Hengli traces its origins to the textile industry in Wujiang, Suzhou. In 1994, Chen Jianhua and Fan Hongwei began operating Wujiang Chemical Fiber Weaving Factory, a small weaving business in Shengze, Suzhou, that Xinhua described as having 27 employees at the time.[4] In a 2025 interview published by the All-China Federation of Industry and Commerce, Chen said he had purchased the bankrupt town-run Wujiang Chemical Fiber Weaving Factory for RMB 3.69 million and expanded the business by adding equipment and branch factories.[5] Xinhua reported that Hengli Group was formally established in 2003, with Fan Hongwei serving as general manager.[4]

Expansion into polyester and petrochemicals

The company expanded from weaving into polyester and then further upstream into petrochemical feedstocks. Hengli Petrochemical's annual report describes an integrated business model in which crude oil and related inputs are processed into products including paraxylene, PTA is produced from paraxylene, and PTA and MEG are then used to produce polyester filaments for textile applications.[6] Hengli has described this upstream-to-downstream model as a chain extending from crude oil, aromatics and ethylene to PTA, ethylene glycol, polyester, yarns, films and textiles.[7]

Dalian Changxing Island complex

Satellite image of a coastal petrochemical industrial complex with storage tanks, port facilities, roads, and surrounding terrain on Changxing Island, Dalian.
Sentinel-2 satellite image of Hengli Petrochemical Industrial Park on Changxing Island, Dalian, acquired on 30 May 2026.

A major stage in Hengli's expansion was its move into large-scale petrochemicals at Dalian Changxing Island. China Daily reported that Hengli partnered with the Dalian municipal government in 2010 to begin construction of a petrochemical industrial park in the Dalian Changxing Island Economic and Technological Development Zone.[8] Xinhua later described Hengli's Dalian Changxing Island site as including a large PTA production base and a 20-million-tonne-per-year refining and chemical integration project.[4]

Reuters reported in 2018 that Hengli was preparing to begin testing an $11 billion oil refinery and petrochemical complex on reclaimed land at Changxing Island.[9] Reuters said the facility had a crude oil import quota of 20 million tonnes per year, equal to about 400,000 barrels per day, and included ethylene and paraxylene units in addition to refining capacity.[9]

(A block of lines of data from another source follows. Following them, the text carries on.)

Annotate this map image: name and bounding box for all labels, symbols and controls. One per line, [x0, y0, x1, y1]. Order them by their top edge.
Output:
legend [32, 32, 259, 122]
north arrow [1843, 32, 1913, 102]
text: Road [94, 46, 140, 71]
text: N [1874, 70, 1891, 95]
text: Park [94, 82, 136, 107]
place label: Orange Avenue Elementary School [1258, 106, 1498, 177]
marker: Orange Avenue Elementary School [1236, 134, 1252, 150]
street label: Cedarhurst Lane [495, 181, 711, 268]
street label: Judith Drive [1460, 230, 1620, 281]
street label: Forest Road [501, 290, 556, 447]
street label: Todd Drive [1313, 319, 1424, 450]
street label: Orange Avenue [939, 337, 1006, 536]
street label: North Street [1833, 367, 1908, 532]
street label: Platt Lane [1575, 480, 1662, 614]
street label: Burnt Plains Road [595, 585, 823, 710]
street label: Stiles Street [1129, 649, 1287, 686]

Public listing and restructuring

Hengli Petrochemical entered the public equity market through a restructuring of Dalian Rubber & Plastics Machinery, an A-share company already listed on the Shanghai Stock Exchange. Hengli Petrochemical's 2024 annual report states that the company was formerly known as Dalian Rubber & Plastics Machinery Co., Ltd., that the predecessor company was listed on the Shanghai Stock Exchange in 2001, and that its name was changed to Hengli Petrochemical Co., Ltd. on 27 May 2016.[10] Reuters also reported in May 2016 that Dalian Rubber & Plastics Machinery would change its name to Hengli Petrochemical.[11]

The listed company's annual report says the China Securities Regulatory Commission approved Dalian Rubber & Plastics Machinery's major asset restructuring in January 2016, including a share transfer to Hengli Group and the acquisition of Jiangsu Hengli Chemical Fiber assets.[10] China Securities Journal later described the transaction as a backdoor listing in which Hengli Petrochemical injected assets worth RMB 10.8 billion into Dalian Rubber & Plastics Machinery at the end of 2015.[12] In 2018, Hengli Petrochemical carried out a further asset restructuring that included the acquisition of Hengli Petrochemical (Dalian) Refining Co., Ltd.[10]

Environmental concerns

In 2020, Hengli Group's planned coal-to-polyester project drew environmental concern. Reuters reported that the company planned a US$20 billion project in Yulin, Shaanxi, to convert coal into polyester yarn, and that coal-based chemical plants typically emitted around three times more carbon dioxide and wastewater per unit of production than oil-based chemical plants.[13] Ecotextile News described the proposed use of coal as likely to alarm apparel companies with science-based emissions targets.[14]

Ownership and control

Hengli Group is a privately held company founded by Chen Jianhua and Fan Hongwei, who are married. The group's main listed arm is Hengli Petrochemical Co., Ltd., which is chaired by Fan Hongwei; Chen Jianhua chairs the parent Hengli Group.[15]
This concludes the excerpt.